About this exercise —
Read the records beneath this task and copy every line that contains the string "parks".

Saved entries:
══════════════════════════════

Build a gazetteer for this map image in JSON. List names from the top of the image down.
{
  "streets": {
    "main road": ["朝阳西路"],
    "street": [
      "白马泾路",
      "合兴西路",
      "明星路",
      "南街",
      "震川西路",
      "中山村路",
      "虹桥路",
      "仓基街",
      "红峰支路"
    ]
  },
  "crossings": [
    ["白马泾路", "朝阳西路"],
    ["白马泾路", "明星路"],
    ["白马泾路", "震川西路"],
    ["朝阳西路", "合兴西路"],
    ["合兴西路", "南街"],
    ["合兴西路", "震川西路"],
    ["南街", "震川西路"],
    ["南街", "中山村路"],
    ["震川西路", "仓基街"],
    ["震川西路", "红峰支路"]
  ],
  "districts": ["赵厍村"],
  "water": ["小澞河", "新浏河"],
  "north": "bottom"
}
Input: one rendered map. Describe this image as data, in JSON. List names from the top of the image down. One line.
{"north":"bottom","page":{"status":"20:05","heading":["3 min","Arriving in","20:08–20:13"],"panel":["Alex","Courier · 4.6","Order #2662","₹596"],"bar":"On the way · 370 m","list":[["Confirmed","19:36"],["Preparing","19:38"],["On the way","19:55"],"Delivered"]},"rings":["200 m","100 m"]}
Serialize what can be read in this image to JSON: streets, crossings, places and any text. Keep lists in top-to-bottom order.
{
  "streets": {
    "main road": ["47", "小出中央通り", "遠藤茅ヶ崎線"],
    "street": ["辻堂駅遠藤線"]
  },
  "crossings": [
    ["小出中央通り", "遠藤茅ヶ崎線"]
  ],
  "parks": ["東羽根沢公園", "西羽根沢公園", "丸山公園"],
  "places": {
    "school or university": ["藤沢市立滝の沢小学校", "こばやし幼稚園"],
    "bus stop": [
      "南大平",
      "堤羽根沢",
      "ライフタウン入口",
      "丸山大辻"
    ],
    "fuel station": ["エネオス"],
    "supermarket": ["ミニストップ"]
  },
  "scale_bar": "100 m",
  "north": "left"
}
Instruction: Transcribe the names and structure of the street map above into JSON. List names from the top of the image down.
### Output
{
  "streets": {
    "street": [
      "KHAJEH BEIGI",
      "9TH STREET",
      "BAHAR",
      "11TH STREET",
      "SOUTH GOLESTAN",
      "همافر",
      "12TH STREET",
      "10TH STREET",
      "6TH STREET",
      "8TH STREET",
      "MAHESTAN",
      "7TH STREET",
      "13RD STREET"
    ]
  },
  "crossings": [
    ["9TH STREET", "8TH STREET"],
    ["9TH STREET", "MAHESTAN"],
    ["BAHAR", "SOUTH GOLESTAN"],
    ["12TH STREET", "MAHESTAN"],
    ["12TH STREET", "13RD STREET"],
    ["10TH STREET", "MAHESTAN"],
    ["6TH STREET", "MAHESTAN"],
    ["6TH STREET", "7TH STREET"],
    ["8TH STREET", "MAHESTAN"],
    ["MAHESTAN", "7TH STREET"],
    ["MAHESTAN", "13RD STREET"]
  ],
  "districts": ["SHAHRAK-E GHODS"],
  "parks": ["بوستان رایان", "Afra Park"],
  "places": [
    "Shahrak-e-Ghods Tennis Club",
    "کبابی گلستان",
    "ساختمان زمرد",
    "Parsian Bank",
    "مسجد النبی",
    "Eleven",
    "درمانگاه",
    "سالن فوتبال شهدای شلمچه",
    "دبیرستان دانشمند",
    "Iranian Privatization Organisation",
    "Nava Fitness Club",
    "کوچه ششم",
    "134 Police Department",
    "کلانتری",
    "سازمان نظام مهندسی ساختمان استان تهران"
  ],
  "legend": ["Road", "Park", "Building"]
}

══════════════════════════════

Response —
  "parks": ["東羽根沢公園", "西羽根沢公園", "丸山公園"],
  "parks": ["بوستان رایان", "Afra Park"],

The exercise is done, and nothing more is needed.